La iglesia de San Pedro y San Pablo estaba situada en una zona portuaria del norte de New London, junto a unas vías de tren paralelas a la Interestatal Noventa y Cinco. Su párroco, de origen polaco, era un hombre piadoso al que esa noche se le resistía el sueño. Cansado ya de dar vueltas en la cama, había decidido bajar a la iglesia y, a esas horas tardías, estaba sentado en uno de los bancos de madera frente al altar, en espera de que el sueño acudiera por fin para expulsar al pertinaz insomnio.
El día había sido frío, pero nada en él hizo prever la tormenta que se inició al final de la tarde.
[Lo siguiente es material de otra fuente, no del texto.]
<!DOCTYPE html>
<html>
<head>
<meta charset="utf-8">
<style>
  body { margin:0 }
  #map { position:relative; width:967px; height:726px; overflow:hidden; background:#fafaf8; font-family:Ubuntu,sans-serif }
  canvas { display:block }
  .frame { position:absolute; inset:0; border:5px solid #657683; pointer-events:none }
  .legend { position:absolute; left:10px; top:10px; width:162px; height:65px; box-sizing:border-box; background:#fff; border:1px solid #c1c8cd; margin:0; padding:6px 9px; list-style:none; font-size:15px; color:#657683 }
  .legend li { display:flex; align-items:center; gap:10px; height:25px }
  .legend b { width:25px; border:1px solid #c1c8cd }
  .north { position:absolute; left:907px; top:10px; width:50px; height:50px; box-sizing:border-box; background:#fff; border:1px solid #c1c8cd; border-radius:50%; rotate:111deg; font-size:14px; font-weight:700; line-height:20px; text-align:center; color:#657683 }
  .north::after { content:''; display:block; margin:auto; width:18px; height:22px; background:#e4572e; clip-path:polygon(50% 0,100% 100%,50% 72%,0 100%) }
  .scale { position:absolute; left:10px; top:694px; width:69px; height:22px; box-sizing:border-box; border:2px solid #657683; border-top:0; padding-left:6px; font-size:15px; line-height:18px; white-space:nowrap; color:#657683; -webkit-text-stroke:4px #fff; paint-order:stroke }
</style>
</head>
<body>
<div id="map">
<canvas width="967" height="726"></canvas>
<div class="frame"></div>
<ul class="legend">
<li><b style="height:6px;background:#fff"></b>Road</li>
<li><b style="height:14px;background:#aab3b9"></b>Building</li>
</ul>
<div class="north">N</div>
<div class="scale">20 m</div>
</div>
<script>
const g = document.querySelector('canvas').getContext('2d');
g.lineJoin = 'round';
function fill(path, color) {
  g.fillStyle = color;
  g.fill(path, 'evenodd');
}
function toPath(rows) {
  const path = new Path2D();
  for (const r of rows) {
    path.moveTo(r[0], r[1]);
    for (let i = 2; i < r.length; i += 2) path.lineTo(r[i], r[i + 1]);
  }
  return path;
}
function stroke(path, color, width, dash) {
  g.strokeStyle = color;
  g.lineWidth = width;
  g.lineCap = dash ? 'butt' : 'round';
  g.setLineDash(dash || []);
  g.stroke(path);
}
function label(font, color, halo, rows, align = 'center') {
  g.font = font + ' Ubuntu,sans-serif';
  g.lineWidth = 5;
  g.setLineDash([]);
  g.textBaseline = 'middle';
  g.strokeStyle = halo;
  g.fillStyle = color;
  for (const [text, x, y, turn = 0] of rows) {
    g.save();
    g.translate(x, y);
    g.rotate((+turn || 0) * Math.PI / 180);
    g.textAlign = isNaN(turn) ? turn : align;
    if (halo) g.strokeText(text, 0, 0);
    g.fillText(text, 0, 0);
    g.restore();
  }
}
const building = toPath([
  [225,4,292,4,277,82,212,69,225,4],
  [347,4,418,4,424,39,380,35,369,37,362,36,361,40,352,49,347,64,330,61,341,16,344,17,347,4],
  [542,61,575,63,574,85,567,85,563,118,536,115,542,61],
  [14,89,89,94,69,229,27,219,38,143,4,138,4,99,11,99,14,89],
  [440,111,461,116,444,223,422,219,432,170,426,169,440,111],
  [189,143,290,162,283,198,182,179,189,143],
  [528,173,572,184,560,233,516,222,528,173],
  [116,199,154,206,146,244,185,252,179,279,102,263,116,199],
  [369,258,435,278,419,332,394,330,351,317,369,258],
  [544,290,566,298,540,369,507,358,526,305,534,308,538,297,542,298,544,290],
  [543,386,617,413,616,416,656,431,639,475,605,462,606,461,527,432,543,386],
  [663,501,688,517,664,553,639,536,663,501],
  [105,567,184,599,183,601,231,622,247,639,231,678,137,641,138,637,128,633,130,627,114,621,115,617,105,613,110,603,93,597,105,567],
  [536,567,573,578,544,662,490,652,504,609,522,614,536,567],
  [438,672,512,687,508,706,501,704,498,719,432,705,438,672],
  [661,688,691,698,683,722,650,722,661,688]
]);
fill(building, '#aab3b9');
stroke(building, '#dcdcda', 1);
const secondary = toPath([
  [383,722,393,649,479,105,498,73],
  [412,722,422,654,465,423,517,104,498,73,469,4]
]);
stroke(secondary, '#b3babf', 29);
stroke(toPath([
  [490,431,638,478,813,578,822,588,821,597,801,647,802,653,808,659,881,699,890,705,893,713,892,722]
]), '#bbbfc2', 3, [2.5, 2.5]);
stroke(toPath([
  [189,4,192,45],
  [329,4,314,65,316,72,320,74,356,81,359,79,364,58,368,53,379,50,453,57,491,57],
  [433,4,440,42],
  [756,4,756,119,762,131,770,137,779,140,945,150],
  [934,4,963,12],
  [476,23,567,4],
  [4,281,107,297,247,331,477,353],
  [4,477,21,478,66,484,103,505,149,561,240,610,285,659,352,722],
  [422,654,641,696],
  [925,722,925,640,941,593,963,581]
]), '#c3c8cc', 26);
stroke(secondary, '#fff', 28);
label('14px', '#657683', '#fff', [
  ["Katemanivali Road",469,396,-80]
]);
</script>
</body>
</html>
Llovía con una intensidad asombrosa. Resultaba difícil recordar alguna otra ocasión en la que lo hubiera hecho con tanta violencia. El agua caía del cielo formando una barrera casi sólida. El corazón benévolo del párroco se apiadó de los pobres infelices que estuvieran por las calles. Ningún rincón de la ciudad debía continuar seco. Sin embargo, sí lo estaba el interior de su iglesia. Allí, el golpeteo de la lluvia sonaba amortiguado, con una cadencia arrulladora. El sacerdote notó que los párpados comenzaban finalmente a pesarle. Unos minutos después, se durmió.
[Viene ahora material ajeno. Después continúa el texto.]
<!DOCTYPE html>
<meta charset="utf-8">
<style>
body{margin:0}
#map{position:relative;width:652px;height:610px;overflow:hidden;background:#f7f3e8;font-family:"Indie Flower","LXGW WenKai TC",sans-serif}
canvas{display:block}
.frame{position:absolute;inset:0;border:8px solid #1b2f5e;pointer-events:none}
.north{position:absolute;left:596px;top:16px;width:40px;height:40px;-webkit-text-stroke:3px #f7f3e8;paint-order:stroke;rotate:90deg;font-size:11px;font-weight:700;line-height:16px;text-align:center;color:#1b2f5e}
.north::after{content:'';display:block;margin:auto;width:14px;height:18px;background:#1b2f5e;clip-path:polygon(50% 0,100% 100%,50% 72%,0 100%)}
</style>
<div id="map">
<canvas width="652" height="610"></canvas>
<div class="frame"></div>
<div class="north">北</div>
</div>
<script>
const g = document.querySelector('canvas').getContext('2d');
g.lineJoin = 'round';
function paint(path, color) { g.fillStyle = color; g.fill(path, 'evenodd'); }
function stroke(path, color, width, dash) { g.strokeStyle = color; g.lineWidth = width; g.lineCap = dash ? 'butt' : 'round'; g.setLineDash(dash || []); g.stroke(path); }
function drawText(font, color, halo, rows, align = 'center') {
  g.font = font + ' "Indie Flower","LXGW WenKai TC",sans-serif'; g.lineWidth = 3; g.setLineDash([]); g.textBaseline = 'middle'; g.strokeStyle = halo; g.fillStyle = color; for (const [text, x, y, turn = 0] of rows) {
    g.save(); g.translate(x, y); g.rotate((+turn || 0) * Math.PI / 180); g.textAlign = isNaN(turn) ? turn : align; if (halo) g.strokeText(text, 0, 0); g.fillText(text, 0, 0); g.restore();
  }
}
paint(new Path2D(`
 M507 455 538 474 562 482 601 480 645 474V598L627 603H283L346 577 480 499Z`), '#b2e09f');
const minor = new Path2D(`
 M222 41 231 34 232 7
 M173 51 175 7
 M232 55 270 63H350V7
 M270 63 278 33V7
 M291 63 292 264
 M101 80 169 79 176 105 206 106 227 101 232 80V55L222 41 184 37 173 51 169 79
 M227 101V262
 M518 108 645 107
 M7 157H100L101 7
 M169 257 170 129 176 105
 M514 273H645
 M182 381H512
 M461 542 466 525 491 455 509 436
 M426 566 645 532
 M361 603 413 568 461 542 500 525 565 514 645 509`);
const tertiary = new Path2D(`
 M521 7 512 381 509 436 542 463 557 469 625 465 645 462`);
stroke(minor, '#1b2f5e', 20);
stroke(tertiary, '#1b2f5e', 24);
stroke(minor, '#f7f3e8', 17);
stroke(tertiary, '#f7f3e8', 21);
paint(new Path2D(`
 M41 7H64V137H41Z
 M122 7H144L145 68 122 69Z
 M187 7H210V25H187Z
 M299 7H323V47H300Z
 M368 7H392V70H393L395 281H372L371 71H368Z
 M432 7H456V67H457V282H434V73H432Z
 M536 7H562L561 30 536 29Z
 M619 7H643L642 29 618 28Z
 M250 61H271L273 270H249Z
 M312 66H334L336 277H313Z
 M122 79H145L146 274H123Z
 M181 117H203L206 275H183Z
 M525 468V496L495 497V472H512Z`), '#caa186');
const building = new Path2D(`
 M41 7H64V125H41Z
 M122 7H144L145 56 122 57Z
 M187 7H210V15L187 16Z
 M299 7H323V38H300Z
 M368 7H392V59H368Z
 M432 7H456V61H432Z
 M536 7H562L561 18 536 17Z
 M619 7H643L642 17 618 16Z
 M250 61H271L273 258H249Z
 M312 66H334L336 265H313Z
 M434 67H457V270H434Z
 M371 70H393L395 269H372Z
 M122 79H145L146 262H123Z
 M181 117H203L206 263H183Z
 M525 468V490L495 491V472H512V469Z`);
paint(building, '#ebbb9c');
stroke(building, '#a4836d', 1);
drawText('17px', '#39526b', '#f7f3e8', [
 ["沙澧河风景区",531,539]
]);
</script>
En su sueño había un hermoso valle donde se levantaba una ermita. El blanco inmaculado de un rebaño de ovejas que pastaba a su alrededor completaba la escena pastoril. Las ovejas no se inquietaron cuando empezó a repicar la campana de la ermita. El párroco pensó que era la llamada para la misa vespertina, pero vio que la puerta del templo estaba cerrada. No había nadie dentro, aunque las campanas siguieron tocando y tocando, con una insistencia que empezaba a resultar molesta.
Los ojos del sacerdote se abrieron poco apoco. Se sentía desorientado. No era consciente aún de que se había quedado dormido en su iglesia. Los últimos retazos del sueño se desvanecían. Sólo recordaba que en él había un persistente repicar de campanas. Todavía algo confuso, tardó en percibir que llamaban a la puerta.
–¡Ya va! ¡Ya va! Va usted a quemar el timbre… -dijo el sacerdote, irritado con quien acababa de despertarle.
Recorrió el pasillo interior de la iglesia con pasos rápidos. Frente a la puerta de madera, se ajustó la tira de la bata que llevaba sobre el pijama, antes de abrir. Una ráfaga de lluvia y un viento gélido entraron en la iglesia cuando lo hizo. Al párroco se le ocurrió la absurda idea de que los traía consigo aquella mujer, cuya silueta se alzaba delante de sus ojos y a la que no reconoció, aunque no fuera una extraña.